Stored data

************

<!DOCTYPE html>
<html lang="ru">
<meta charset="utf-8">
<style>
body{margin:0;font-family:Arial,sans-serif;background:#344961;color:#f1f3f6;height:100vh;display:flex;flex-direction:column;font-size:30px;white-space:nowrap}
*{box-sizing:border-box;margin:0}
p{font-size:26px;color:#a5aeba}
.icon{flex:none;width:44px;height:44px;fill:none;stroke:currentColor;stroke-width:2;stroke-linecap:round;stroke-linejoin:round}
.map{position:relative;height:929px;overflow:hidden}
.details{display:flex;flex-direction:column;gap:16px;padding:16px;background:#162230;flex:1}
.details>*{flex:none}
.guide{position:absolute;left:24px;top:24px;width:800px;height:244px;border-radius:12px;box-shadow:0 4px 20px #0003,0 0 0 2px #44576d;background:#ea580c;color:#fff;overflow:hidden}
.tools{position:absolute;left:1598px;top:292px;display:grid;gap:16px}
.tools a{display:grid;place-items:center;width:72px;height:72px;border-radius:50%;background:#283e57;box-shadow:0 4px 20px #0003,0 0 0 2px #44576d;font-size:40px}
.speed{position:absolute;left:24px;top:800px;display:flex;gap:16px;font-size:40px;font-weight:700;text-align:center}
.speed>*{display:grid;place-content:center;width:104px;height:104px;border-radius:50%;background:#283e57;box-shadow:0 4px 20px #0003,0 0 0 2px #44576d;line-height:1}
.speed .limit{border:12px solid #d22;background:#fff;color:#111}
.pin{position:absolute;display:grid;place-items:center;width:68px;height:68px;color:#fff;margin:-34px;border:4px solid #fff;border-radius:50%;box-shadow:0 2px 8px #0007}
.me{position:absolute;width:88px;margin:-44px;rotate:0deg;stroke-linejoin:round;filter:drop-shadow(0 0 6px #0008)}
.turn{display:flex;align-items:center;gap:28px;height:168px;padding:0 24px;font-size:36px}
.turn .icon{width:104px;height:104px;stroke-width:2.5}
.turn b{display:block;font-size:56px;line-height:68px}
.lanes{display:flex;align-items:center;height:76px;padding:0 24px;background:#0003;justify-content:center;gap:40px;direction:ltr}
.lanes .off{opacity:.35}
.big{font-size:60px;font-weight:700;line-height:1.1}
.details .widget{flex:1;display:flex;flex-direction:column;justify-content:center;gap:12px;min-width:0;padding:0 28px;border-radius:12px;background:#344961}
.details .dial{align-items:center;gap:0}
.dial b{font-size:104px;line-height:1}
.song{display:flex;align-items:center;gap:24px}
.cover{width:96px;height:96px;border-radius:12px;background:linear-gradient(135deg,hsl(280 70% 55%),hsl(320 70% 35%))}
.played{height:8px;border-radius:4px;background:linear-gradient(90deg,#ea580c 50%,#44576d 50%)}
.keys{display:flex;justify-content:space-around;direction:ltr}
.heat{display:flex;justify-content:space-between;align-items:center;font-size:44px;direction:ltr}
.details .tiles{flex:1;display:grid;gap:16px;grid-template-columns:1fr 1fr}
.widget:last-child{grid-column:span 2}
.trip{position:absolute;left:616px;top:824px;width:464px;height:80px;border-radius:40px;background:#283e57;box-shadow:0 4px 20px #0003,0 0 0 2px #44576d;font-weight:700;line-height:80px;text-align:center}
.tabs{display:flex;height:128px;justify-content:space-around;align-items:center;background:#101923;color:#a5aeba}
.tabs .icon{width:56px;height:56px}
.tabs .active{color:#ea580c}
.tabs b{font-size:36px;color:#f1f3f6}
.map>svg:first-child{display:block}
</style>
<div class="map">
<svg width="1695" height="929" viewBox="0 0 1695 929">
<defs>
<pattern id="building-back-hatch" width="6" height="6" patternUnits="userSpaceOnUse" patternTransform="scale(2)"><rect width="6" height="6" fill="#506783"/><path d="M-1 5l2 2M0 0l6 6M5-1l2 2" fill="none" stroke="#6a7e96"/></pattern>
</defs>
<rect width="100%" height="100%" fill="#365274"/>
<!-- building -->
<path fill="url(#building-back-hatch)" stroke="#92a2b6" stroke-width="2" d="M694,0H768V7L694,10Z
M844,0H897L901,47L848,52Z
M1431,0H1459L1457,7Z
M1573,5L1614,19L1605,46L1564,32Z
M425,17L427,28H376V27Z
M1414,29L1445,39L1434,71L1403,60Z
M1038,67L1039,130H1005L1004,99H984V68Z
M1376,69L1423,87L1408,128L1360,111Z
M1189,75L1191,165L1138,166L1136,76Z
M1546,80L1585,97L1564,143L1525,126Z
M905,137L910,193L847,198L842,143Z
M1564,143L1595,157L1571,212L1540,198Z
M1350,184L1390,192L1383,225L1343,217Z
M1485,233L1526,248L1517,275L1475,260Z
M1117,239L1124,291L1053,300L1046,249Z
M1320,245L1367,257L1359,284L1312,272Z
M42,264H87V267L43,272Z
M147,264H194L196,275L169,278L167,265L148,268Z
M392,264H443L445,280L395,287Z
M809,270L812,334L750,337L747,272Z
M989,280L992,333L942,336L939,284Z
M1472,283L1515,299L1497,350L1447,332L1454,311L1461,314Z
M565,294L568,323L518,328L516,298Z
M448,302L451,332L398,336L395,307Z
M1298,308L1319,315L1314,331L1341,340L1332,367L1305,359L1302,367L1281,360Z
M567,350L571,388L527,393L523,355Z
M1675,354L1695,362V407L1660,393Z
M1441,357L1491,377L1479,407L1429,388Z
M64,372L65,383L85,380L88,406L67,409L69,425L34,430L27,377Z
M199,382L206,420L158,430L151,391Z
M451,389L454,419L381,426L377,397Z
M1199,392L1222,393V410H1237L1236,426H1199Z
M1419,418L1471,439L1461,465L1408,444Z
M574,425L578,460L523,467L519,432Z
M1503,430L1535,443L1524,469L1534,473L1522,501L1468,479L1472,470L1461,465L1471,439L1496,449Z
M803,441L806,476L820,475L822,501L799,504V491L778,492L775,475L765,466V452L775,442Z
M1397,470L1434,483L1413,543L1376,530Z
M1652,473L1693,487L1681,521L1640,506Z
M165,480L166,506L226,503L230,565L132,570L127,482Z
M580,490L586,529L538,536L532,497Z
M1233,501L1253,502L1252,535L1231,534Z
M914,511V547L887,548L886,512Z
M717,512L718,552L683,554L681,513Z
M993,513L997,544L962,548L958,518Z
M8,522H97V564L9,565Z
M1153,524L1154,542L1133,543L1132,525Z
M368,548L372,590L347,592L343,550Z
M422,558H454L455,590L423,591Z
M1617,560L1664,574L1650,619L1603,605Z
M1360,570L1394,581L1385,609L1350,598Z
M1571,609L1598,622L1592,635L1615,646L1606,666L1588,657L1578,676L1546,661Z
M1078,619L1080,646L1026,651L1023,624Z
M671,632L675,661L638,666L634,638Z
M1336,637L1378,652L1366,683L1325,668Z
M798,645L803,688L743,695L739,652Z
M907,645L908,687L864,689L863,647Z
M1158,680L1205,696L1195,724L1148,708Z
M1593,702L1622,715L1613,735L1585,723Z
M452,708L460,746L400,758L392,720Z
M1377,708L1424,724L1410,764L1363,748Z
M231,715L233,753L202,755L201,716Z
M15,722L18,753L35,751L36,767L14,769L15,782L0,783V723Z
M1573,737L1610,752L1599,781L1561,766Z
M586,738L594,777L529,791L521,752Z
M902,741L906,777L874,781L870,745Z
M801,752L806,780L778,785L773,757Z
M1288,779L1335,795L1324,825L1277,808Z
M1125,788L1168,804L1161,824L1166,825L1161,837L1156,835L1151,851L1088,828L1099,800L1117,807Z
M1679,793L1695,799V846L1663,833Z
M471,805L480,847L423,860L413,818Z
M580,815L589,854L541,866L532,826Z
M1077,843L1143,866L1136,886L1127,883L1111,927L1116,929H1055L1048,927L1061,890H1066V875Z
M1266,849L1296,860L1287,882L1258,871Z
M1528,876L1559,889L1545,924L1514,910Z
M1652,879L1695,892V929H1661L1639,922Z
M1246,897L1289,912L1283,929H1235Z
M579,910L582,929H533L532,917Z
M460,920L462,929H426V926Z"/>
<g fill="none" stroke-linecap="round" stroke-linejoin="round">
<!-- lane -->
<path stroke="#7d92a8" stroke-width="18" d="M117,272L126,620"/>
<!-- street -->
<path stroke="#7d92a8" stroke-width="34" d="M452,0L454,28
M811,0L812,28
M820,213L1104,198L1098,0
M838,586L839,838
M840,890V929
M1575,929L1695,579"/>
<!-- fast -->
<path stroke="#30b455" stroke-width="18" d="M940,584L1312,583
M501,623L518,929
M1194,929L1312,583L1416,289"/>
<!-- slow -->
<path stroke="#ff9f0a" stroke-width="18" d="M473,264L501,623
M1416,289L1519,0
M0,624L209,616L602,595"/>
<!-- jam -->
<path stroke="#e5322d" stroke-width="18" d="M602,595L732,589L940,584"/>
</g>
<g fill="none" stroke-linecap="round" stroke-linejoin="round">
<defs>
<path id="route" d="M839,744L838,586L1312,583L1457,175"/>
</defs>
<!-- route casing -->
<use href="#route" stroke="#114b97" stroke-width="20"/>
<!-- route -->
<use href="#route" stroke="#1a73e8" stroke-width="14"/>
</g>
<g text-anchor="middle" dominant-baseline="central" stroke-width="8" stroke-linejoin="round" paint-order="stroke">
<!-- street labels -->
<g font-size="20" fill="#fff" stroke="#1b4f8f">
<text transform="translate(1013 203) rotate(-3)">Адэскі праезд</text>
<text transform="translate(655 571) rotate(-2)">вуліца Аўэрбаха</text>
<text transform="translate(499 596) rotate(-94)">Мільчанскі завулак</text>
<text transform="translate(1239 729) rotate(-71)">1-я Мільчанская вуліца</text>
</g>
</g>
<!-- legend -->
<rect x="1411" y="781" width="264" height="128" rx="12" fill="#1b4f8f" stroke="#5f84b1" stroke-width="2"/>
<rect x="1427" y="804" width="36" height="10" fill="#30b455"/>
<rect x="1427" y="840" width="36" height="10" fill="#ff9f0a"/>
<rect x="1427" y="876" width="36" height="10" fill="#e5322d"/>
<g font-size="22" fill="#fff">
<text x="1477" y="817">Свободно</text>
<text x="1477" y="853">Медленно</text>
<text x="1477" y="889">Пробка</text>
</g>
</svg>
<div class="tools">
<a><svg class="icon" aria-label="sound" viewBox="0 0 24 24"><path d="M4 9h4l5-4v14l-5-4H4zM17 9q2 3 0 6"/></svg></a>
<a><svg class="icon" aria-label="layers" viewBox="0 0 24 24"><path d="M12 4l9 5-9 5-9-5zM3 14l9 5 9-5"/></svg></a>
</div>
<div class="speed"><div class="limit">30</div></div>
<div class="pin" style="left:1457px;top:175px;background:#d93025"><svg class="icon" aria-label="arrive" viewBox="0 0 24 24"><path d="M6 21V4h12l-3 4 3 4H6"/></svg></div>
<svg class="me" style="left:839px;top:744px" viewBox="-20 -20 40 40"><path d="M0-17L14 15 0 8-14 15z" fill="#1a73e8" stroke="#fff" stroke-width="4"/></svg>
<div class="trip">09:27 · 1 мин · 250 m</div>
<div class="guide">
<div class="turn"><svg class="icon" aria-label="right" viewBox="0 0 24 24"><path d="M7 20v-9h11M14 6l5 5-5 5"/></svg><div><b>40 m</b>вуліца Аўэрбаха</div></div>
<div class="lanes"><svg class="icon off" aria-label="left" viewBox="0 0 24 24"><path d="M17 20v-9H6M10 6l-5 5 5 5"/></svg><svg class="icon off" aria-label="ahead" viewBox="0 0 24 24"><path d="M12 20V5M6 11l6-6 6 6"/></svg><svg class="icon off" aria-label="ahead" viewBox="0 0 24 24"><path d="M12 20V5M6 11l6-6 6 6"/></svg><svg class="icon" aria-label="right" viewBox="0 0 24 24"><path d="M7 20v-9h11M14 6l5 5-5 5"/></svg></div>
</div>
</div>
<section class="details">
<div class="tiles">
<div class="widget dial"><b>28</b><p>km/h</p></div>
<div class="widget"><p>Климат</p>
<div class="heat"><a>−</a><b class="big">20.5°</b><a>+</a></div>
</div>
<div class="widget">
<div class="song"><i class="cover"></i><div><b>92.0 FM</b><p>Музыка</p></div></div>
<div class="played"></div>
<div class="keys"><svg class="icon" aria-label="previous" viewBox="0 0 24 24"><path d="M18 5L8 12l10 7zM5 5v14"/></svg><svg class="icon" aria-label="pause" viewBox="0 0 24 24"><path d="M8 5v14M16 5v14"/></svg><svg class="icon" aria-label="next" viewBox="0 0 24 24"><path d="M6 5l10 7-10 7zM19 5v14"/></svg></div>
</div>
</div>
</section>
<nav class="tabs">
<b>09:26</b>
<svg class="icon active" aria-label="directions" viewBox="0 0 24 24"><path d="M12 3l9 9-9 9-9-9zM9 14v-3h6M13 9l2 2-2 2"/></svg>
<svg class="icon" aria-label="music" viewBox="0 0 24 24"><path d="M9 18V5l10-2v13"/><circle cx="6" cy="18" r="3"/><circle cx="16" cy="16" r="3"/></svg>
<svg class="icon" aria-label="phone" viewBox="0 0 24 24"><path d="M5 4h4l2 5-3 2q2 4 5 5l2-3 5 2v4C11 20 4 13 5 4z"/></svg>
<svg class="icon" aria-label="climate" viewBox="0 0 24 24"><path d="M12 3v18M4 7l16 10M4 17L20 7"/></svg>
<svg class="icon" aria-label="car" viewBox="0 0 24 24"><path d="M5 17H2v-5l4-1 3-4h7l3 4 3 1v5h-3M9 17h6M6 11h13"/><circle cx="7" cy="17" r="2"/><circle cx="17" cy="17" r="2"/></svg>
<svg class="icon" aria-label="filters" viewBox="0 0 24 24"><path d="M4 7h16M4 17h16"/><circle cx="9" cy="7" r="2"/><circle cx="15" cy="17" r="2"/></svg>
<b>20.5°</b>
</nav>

************

### Problem description:
Within the records above, count the lines that contain "heat" and give the number with nothing added.

### Solution to the problem:
2